▸ WHAT IS REQUIRED
Among the lines below, return each one that contains the word "Torres".

▸ GIVEN RECORDS
Start of Block

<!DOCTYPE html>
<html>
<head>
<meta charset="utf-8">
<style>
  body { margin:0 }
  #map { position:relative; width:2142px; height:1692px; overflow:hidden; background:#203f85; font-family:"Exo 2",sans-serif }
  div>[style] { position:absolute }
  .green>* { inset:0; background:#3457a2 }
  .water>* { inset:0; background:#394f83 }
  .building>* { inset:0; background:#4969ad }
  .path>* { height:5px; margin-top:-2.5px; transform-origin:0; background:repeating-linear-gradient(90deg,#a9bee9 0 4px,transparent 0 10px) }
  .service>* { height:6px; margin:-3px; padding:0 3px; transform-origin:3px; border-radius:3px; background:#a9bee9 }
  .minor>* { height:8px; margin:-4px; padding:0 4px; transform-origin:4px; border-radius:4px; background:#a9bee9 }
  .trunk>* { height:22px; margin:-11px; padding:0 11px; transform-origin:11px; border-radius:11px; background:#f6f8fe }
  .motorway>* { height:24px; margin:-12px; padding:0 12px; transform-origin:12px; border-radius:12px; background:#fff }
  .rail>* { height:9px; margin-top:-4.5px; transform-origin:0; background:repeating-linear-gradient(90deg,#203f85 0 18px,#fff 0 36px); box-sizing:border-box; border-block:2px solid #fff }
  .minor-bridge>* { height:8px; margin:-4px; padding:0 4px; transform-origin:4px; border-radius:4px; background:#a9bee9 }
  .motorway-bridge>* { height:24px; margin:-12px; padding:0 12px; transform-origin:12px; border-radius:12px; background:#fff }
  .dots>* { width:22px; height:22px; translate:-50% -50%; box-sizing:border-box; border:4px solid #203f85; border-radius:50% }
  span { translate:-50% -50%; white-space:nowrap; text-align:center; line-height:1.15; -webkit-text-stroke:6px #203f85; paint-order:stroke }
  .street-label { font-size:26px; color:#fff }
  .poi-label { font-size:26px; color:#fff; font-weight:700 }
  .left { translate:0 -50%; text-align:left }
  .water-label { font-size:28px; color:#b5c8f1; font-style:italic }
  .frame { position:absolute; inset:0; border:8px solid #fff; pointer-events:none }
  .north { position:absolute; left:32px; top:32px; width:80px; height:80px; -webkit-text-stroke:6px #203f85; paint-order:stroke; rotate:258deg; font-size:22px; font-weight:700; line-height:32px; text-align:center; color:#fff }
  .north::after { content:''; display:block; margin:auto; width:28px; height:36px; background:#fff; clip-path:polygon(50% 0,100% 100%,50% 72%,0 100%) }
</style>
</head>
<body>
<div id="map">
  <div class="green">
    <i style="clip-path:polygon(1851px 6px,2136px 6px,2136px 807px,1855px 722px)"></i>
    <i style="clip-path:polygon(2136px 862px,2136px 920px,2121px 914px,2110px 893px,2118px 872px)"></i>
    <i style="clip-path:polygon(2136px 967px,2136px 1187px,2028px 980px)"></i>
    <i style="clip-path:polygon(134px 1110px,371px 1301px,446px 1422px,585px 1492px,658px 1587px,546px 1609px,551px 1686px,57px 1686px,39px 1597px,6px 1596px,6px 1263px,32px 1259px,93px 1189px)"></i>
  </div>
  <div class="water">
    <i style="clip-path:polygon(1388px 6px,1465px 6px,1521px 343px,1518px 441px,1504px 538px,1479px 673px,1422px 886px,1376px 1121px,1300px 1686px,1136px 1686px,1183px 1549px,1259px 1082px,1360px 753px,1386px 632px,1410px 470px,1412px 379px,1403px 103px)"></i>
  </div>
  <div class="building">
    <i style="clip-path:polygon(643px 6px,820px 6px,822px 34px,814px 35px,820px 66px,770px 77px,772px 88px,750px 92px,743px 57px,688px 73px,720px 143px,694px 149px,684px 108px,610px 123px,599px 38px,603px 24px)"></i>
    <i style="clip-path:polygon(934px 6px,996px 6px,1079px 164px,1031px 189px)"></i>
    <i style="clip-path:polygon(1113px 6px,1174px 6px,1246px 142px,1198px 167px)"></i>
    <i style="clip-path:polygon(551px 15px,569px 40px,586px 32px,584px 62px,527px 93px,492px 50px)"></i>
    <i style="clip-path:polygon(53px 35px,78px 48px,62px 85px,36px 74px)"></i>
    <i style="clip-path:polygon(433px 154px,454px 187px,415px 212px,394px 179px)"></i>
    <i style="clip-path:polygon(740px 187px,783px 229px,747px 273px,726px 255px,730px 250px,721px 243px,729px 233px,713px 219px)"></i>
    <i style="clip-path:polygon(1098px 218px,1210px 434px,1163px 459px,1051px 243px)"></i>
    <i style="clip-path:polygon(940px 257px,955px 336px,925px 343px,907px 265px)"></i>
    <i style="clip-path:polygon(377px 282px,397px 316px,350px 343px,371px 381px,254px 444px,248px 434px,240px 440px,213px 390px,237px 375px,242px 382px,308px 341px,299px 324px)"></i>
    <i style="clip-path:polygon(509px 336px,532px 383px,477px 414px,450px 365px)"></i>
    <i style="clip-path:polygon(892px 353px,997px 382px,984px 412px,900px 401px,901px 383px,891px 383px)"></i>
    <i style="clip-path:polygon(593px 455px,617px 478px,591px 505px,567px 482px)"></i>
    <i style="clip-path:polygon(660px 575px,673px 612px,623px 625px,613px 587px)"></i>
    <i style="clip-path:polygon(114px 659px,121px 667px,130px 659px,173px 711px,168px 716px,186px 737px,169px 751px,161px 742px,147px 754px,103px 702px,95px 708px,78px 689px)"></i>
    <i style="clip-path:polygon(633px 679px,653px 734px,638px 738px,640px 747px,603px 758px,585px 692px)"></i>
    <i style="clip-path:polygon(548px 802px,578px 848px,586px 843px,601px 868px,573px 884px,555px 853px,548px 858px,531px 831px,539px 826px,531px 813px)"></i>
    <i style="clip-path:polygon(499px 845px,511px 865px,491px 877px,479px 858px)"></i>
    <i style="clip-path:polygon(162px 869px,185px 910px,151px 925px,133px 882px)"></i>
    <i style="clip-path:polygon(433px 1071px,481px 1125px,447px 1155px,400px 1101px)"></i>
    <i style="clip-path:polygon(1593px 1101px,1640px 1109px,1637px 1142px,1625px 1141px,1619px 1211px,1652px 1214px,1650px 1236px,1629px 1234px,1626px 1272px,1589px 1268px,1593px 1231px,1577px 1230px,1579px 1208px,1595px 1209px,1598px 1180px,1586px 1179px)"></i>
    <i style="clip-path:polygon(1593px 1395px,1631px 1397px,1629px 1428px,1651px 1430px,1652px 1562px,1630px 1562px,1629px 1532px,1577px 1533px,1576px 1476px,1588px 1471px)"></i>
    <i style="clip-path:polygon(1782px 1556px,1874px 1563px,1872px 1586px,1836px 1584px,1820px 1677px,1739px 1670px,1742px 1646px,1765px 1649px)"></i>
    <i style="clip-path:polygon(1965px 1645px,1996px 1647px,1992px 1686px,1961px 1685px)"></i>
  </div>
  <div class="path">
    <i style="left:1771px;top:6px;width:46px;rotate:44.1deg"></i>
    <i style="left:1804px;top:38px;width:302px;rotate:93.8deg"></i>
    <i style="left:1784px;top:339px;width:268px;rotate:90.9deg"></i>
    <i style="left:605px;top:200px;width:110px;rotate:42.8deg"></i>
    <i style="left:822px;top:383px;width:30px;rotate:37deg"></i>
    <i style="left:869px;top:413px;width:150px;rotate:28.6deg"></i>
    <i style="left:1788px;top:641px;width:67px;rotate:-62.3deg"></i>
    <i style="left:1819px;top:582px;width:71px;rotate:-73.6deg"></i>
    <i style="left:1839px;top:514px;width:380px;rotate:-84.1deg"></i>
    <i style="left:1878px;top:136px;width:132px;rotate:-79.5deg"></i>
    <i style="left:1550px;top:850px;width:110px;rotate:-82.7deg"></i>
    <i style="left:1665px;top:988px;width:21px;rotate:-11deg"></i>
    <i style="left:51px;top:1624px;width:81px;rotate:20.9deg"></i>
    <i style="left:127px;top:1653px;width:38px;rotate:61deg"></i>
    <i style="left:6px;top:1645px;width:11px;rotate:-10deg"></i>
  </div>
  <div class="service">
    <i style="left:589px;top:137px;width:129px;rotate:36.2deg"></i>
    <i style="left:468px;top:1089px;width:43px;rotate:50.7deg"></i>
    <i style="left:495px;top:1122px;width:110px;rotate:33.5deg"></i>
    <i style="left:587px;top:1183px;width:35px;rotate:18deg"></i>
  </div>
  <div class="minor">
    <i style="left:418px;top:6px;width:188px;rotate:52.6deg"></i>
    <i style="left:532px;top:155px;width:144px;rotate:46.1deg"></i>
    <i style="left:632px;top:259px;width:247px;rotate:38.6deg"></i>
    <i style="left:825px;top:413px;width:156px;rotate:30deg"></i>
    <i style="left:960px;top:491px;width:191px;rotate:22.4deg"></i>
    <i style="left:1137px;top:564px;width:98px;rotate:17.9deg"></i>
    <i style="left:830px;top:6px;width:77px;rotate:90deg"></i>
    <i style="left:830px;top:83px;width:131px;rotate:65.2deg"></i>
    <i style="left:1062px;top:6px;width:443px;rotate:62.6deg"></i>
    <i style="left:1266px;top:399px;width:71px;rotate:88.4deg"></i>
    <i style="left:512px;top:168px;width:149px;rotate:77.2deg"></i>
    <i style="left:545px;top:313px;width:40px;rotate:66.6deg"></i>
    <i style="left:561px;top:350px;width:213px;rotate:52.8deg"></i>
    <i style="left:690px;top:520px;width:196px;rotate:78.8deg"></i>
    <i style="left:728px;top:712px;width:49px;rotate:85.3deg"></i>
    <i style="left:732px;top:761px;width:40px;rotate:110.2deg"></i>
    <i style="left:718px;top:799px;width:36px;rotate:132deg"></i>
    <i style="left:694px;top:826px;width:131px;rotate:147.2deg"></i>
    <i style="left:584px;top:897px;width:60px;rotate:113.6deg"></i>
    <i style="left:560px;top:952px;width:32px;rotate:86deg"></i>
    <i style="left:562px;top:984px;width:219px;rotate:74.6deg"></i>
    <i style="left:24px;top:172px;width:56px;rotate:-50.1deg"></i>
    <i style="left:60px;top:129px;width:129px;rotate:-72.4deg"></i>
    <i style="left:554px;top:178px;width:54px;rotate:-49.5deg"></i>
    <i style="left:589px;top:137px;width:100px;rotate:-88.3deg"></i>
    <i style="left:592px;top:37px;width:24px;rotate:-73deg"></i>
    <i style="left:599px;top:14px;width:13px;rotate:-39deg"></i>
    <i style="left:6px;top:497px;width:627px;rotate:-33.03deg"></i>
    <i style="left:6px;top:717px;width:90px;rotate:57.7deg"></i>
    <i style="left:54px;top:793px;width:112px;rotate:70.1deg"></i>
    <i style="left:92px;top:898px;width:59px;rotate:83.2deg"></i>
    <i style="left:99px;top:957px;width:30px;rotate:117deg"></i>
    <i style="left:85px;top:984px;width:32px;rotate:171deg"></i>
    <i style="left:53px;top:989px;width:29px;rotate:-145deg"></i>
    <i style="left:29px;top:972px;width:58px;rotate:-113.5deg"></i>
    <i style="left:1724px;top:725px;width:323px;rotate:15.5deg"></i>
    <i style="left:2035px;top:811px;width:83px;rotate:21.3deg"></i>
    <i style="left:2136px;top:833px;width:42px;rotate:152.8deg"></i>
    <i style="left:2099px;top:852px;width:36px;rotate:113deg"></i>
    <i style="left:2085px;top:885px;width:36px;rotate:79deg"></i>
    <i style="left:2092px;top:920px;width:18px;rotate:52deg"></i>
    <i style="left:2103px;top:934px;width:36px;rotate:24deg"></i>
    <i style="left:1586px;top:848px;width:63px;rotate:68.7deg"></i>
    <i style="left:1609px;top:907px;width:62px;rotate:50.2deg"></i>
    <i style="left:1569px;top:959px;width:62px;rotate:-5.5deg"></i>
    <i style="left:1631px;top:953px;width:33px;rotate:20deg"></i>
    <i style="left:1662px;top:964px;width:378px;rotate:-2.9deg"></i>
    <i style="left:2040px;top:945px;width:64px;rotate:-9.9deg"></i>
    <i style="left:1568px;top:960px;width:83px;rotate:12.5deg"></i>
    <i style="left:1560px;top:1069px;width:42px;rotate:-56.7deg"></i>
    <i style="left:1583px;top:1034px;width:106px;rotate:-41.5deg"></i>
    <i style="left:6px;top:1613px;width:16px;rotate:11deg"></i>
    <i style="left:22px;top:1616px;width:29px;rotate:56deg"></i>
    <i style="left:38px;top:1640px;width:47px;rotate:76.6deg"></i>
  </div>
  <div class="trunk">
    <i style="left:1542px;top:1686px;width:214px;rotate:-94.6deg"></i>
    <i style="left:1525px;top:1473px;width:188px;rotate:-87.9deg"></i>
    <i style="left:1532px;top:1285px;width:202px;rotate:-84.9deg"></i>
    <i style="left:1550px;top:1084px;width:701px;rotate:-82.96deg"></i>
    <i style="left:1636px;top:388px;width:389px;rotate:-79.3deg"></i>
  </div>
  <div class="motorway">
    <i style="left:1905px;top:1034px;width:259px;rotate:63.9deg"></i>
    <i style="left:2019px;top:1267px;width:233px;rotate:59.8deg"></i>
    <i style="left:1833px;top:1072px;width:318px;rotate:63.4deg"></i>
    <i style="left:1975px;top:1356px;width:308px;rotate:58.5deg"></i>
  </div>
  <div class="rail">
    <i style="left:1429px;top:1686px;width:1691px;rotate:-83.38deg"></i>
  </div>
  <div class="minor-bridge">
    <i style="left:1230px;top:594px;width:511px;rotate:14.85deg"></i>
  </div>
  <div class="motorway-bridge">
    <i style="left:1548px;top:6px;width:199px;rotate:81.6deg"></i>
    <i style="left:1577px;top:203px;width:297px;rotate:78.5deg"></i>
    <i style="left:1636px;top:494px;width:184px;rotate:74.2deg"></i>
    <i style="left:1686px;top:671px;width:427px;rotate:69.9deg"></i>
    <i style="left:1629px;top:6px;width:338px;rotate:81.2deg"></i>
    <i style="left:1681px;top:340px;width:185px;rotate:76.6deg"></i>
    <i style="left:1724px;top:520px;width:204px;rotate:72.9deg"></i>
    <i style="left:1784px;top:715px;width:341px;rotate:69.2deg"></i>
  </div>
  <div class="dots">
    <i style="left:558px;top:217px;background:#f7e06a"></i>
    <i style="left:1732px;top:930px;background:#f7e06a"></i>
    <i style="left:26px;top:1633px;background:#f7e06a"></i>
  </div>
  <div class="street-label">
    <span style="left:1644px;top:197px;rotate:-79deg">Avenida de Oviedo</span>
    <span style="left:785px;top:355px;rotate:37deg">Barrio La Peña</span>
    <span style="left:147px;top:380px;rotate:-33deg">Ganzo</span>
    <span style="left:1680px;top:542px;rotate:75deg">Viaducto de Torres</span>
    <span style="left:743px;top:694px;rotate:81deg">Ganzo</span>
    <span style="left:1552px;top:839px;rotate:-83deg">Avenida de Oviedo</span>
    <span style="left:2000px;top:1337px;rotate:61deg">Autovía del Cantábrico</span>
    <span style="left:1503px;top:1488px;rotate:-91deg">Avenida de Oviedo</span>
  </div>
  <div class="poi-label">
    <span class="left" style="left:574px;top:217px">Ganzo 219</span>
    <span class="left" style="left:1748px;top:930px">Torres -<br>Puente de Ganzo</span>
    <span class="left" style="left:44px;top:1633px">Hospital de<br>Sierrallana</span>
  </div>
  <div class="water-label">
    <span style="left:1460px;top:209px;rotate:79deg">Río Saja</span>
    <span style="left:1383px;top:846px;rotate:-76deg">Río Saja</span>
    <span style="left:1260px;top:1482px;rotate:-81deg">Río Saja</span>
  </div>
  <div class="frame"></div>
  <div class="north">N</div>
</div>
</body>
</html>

End of Block

▸ COMPLETED TASK
    <span style="left:1680px;top:542px;rotate:75deg">Viaducto de Torres</span>
    <span class="left" style="left:1748px;top:930px">Torres -<br>Puente de Ganzo</span>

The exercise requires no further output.